* WHAT THE TASK ASKS: Check every line of the entries below for "casing", and copy the lines that have it.

Items from a dataset:

☆ ☆ ☆ ☆ ☆

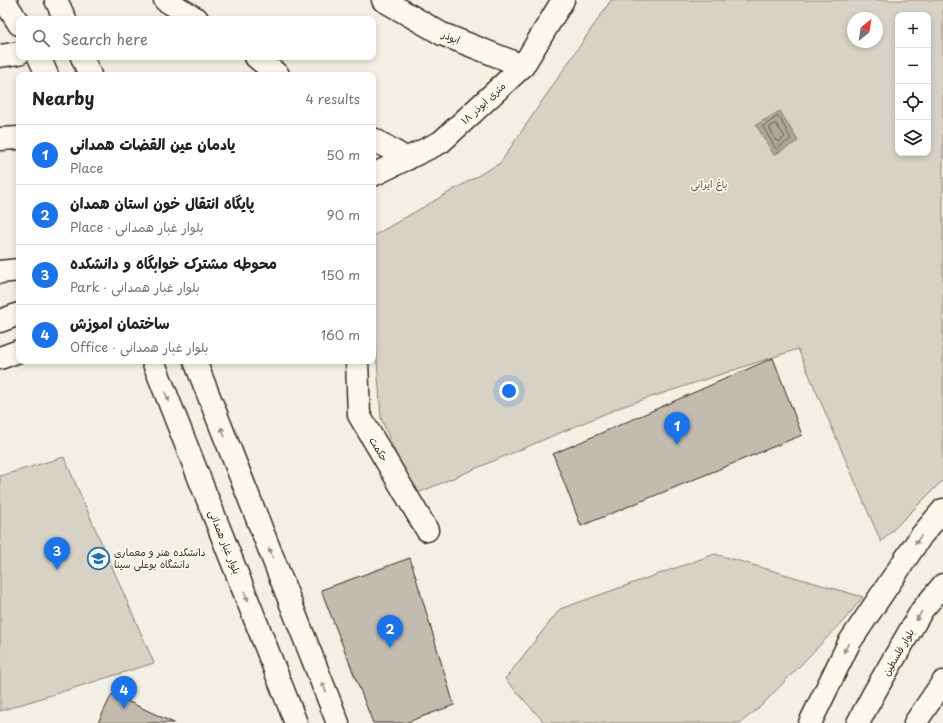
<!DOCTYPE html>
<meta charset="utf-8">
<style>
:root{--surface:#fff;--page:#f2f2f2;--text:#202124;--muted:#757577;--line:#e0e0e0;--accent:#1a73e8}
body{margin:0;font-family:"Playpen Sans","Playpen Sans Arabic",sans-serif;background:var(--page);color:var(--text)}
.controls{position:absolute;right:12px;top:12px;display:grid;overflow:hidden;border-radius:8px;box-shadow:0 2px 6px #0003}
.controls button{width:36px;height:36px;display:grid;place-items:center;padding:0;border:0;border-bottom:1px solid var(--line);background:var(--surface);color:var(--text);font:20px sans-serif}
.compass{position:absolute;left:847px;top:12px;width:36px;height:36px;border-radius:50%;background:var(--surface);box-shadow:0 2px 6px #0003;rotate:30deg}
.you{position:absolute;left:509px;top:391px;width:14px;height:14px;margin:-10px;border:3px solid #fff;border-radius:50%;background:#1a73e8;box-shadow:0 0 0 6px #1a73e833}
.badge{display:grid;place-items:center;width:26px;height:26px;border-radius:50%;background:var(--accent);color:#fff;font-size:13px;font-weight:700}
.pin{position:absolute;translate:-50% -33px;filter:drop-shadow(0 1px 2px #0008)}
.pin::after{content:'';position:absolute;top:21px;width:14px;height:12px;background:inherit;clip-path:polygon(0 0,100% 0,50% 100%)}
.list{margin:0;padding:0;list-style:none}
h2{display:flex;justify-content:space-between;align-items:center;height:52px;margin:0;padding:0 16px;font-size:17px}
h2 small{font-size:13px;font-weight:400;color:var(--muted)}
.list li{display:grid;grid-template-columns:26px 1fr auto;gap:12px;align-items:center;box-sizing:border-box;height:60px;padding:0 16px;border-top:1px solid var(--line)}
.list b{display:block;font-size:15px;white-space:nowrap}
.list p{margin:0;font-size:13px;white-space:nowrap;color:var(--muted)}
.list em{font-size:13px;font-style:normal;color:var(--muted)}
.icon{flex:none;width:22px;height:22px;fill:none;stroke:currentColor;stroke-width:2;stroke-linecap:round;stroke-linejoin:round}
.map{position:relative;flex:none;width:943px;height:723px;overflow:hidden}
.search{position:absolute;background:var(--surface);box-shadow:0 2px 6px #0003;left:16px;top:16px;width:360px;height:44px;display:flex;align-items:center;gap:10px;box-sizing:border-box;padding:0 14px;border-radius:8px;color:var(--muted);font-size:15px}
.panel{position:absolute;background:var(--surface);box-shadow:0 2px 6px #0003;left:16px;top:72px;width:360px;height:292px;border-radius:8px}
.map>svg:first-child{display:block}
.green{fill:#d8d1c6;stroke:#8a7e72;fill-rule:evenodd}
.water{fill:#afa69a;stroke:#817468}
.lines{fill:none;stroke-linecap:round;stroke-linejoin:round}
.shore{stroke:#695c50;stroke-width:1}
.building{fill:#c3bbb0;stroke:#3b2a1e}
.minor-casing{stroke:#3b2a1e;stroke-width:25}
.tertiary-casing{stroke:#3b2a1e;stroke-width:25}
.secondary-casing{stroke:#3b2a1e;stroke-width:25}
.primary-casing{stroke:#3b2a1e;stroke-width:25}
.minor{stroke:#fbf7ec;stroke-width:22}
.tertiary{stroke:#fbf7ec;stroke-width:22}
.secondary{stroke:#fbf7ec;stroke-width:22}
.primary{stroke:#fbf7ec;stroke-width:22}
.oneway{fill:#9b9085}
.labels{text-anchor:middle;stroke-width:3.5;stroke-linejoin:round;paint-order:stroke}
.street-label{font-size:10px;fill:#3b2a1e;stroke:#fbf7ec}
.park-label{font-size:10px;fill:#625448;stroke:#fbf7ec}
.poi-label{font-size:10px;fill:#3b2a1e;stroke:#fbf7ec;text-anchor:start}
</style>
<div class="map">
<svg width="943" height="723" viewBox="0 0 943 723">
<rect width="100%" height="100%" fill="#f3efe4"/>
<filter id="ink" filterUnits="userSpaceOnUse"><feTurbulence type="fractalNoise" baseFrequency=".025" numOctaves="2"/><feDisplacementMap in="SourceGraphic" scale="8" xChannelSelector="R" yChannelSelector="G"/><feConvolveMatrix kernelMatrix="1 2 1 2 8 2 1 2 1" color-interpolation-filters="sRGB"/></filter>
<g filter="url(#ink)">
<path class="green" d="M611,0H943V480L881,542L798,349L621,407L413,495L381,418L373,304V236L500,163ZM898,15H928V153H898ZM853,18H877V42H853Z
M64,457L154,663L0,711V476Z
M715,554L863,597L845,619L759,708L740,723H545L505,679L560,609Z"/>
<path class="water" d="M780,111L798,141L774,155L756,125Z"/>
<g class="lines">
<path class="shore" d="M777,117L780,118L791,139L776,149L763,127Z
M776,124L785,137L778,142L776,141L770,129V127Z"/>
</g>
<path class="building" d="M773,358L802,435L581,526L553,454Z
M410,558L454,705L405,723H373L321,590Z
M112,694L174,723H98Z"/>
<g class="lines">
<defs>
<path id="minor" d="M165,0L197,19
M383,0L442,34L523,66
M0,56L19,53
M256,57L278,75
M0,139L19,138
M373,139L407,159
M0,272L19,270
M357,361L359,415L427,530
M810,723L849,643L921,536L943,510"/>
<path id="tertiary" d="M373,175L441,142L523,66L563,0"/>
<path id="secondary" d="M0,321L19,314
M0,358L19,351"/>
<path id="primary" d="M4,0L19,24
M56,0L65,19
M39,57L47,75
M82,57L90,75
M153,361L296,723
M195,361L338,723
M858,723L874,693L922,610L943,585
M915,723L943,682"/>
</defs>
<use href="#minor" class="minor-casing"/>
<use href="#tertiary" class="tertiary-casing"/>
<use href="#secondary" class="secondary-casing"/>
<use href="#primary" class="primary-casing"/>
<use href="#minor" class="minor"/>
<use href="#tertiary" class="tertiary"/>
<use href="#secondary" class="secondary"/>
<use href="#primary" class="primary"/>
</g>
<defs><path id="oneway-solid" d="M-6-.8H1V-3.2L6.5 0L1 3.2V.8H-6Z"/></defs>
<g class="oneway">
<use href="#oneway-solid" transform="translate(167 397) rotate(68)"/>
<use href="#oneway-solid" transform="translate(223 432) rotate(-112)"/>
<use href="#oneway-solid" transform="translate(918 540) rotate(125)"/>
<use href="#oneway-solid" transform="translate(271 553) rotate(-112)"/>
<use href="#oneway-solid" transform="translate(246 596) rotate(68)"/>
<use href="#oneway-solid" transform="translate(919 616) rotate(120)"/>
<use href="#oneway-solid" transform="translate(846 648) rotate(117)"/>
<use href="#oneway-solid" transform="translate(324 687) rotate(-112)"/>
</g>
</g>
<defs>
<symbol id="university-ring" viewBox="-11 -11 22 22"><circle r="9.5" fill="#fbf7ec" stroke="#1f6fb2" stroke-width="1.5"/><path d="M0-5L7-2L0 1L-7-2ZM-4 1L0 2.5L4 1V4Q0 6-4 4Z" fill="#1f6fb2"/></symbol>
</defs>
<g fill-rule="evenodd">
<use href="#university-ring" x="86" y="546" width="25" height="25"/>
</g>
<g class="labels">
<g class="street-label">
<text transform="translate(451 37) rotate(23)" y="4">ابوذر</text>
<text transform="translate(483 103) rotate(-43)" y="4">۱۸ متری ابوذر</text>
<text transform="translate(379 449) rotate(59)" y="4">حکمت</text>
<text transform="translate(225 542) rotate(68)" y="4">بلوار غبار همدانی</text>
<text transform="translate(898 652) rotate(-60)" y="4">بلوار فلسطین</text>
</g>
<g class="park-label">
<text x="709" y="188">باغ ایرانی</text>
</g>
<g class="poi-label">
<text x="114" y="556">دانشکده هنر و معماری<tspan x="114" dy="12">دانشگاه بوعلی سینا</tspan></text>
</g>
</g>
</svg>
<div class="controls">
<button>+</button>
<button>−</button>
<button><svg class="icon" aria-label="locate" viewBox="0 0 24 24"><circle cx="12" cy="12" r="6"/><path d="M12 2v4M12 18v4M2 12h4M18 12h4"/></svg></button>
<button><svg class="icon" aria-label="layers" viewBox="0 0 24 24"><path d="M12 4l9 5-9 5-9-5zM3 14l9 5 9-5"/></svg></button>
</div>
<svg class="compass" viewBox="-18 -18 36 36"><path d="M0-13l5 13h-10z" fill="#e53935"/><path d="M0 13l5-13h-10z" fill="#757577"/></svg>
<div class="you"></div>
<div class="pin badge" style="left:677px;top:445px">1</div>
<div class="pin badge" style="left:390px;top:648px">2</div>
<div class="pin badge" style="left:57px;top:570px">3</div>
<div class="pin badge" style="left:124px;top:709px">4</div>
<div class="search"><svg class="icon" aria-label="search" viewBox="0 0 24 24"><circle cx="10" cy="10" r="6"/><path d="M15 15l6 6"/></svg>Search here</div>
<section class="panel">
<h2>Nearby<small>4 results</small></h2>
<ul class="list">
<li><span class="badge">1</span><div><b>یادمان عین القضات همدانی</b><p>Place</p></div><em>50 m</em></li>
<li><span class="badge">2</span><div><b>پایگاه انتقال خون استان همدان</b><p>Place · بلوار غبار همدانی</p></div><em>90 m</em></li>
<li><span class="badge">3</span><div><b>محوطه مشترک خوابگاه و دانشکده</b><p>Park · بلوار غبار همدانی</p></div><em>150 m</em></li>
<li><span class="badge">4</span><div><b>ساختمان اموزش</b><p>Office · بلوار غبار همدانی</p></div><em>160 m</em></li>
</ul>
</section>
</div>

☆ ☆ ☆ ☆ ☆

* WRITTEN ANSWER:
.minor-casing{stroke:#3b2a1e;stroke-width:25}
.tertiary-casing{stroke:#3b2a1e;stroke-width:25}
.secondary-casing{stroke:#3b2a1e;stroke-width:25}
.primary-casing{stroke:#3b2a1e;stroke-width:25}
<use href="#minor" class="minor-casing"/>
<use href="#tertiary" class="tertiary-casing"/>
<use href="#secondary" class="secondary-casing"/>
<use href="#primary" class="primary-casing"/>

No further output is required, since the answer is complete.